A Man Who Represents Himself Has a Fool for a Client
By Andrew Mishlove on December 06, 2011
An interesting court of appeals decision today came out of Ohio, where the defendant who represented himself made three blunders that caused him to be convicted of a DUI. He was arrested for DUI while on a bicycle.
Now, in some states it is sufficient for a DUI to be on a “vehicle,” which may include a bicycle. Other states, such as Wisconsin, normally require it to be a “motor vehicle.” This fellow got his legal advice from his friends, family, the police and maybe the judge; and, he plead guilty. Only later, he learned that in Ohio, drunken bicycling is not a DUI. So, naturally, he made a motion to reconsider his case, still representing himself.
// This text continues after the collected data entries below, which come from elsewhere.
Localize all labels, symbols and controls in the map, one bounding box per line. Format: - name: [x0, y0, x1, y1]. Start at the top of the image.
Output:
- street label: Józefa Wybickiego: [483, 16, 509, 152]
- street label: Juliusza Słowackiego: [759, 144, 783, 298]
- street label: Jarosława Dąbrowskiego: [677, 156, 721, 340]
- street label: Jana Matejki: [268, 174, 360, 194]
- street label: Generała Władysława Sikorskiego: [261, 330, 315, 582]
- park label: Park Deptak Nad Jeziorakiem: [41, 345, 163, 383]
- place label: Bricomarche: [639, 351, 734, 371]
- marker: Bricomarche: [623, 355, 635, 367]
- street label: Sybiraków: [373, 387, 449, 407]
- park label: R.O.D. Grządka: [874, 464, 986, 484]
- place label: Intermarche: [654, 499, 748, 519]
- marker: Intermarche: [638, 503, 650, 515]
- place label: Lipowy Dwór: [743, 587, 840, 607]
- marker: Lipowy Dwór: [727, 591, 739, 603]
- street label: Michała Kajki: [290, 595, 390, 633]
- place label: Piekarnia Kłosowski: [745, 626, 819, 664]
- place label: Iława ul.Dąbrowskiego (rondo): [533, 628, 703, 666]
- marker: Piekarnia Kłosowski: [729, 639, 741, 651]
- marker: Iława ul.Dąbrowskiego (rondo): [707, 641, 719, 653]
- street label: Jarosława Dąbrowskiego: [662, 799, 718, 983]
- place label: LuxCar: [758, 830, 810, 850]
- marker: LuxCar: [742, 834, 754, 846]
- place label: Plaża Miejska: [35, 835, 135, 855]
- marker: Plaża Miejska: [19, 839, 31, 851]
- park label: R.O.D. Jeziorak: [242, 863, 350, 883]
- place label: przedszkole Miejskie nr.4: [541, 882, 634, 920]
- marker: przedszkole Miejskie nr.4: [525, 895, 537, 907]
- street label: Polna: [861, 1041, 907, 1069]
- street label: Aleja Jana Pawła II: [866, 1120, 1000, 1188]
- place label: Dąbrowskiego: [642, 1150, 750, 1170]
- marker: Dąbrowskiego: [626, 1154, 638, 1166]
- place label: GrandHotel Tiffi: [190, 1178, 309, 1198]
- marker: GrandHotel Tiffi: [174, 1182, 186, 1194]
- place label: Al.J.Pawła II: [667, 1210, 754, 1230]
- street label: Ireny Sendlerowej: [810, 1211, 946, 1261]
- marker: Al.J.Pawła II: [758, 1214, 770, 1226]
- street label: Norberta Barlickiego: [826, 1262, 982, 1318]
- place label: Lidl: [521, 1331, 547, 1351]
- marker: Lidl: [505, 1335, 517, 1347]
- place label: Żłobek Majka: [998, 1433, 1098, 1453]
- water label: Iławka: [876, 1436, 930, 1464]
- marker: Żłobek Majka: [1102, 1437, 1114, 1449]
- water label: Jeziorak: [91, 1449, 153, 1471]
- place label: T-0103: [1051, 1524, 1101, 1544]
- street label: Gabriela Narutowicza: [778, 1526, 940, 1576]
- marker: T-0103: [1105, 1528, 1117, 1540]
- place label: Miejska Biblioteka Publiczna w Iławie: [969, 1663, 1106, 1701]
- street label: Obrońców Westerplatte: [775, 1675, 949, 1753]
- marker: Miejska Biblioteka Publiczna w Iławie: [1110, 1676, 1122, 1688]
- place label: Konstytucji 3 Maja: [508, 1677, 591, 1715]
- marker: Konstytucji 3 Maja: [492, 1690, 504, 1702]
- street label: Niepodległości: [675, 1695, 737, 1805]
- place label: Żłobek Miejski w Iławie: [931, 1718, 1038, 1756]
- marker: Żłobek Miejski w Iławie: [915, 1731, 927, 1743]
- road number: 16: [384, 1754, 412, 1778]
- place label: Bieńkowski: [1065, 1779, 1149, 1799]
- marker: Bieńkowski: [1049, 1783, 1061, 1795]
The second blunder was that he missed the time limit for filing the motion to reconsider. In order to get around the time limit, he filed a motion alleging ineffective assistance of counsel. In effect, he attacked his representation of himself. That, of course, is not allowed either.
So, the fellow’s client wound up with a DUI on his record solely because of the bad representation that he received from himself.
On the other hand, think of the money that he saved in legal fees.
The case is Olmstead Falls v. Buckwald. Thanks to my Illinois colleague and fellow NCDD Regent, Don Ramsell, for bringing this to my attention.